Description of the task:
Copy out all of the records, exactly as they appear.

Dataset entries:

--- START ---

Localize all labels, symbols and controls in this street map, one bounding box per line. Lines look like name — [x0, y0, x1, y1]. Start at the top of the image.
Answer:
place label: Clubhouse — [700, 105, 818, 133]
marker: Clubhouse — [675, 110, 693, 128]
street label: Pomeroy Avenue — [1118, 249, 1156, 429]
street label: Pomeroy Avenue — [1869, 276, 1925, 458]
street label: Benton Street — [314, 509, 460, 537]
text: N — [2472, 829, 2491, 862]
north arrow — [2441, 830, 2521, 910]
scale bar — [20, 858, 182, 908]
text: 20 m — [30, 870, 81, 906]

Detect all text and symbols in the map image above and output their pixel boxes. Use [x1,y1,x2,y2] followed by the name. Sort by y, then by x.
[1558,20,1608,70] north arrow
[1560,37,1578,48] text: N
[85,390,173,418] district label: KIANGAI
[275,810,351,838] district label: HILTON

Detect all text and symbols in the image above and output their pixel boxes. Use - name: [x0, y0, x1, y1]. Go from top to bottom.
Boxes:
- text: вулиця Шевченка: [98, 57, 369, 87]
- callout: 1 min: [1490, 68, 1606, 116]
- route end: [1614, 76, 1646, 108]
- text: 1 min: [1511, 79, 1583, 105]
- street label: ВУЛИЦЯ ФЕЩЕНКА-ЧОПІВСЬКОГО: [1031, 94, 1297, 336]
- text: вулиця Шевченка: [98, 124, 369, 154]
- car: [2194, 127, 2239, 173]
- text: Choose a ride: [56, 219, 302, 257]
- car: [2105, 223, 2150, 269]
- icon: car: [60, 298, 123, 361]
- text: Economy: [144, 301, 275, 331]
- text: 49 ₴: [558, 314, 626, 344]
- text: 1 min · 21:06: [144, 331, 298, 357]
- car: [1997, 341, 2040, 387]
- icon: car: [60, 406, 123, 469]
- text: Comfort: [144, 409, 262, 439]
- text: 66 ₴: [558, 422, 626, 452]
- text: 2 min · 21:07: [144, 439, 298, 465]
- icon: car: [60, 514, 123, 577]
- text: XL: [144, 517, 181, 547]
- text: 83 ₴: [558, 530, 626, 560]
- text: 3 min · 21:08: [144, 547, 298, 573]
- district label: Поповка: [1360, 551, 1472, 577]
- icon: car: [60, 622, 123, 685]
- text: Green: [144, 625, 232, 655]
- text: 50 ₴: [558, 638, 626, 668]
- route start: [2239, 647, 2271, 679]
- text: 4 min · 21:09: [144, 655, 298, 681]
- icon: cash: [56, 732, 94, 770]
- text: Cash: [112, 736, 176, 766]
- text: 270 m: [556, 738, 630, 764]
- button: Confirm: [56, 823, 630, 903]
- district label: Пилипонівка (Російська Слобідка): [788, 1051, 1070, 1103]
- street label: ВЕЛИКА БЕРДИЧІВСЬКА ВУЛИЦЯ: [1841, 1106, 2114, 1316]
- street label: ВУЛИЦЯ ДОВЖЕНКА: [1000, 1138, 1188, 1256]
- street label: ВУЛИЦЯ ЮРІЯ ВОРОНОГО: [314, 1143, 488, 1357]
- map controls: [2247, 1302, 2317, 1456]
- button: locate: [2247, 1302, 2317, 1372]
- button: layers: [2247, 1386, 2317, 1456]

--- END ---

Completed task:
Localize all labels, symbols and controls in this street map, one bounding box per line. Lines look like name — [x0, y0, x1, y1]. Start at the top of the image.
Answer:
place label: Clubhouse — [700, 105, 818, 133]
marker: Clubhouse — [675, 110, 693, 128]
street label: Pomeroy Avenue — [1118, 249, 1156, 429]
street label: Pomeroy Avenue — [1869, 276, 1925, 458]
street label: Benton Street — [314, 509, 460, 537]
text: N — [2472, 829, 2491, 862]
north arrow — [2441, 830, 2521, 910]
scale bar — [20, 858, 182, 908]
text: 20 m — [30, 870, 81, 906]

Detect all text and symbols in the map image above and output their pixel boxes. Use [x1,y1,x2,y2] followed by the name. Sort by y, then by x.
[1558,20,1608,70] north arrow
[1560,37,1578,48] text: N
[85,390,173,418] district label: KIANGAI
[275,810,351,838] district label: HILTON

Detect all text and symbols in the image above and output their pixel boxes. Use - name: [x0, y0, x1, y1]. Go from top to bottom.
Boxes:
- text: вулиця Шевченка: [98, 57, 369, 87]
- callout: 1 min: [1490, 68, 1606, 116]
- route end: [1614, 76, 1646, 108]
- text: 1 min: [1511, 79, 1583, 105]
- street label: ВУЛИЦЯ ФЕЩЕНКА-ЧОПІВСЬКОГО: [1031, 94, 1297, 336]
- text: вулиця Шевченка: [98, 124, 369, 154]
- car: [2194, 127, 2239, 173]
- text: Choose a ride: [56, 219, 302, 257]
- car: [2105, 223, 2150, 269]
- icon: car: [60, 298, 123, 361]
- text: Economy: [144, 301, 275, 331]
- text: 49 ₴: [558, 314, 626, 344]
- text: 1 min · 21:06: [144, 331, 298, 357]
- car: [1997, 341, 2040, 387]
- icon: car: [60, 406, 123, 469]
- text: Comfort: [144, 409, 262, 439]
- text: 66 ₴: [558, 422, 626, 452]
- text: 2 min · 21:07: [144, 439, 298, 465]
- icon: car: [60, 514, 123, 577]
- text: XL: [144, 517, 181, 547]
- text: 83 ₴: [558, 530, 626, 560]
- text: 3 min · 21:08: [144, 547, 298, 573]
- district label: Поповка: [1360, 551, 1472, 577]
- icon: car: [60, 622, 123, 685]
- text: Green: [144, 625, 232, 655]
- text: 50 ₴: [558, 638, 626, 668]
- route start: [2239, 647, 2271, 679]
- text: 4 min · 21:09: [144, 655, 298, 681]
- icon: cash: [56, 732, 94, 770]
- text: Cash: [112, 736, 176, 766]
- text: 270 m: [556, 738, 630, 764]
- button: Confirm: [56, 823, 630, 903]
- district label: Пилипонівка (Російська Слобідка): [788, 1051, 1070, 1103]
- street label: ВЕЛИКА БЕРДИЧІВСЬКА ВУЛИЦЯ: [1841, 1106, 2114, 1316]
- street label: ВУЛИЦЯ ДОВЖЕНКА: [1000, 1138, 1188, 1256]
- street label: ВУЛИЦЯ ЮРІЯ ВОРОНОГО: [314, 1143, 488, 1357]
- map controls: [2247, 1302, 2317, 1456]
- button: locate: [2247, 1302, 2317, 1372]
- button: layers: [2247, 1386, 2317, 1456]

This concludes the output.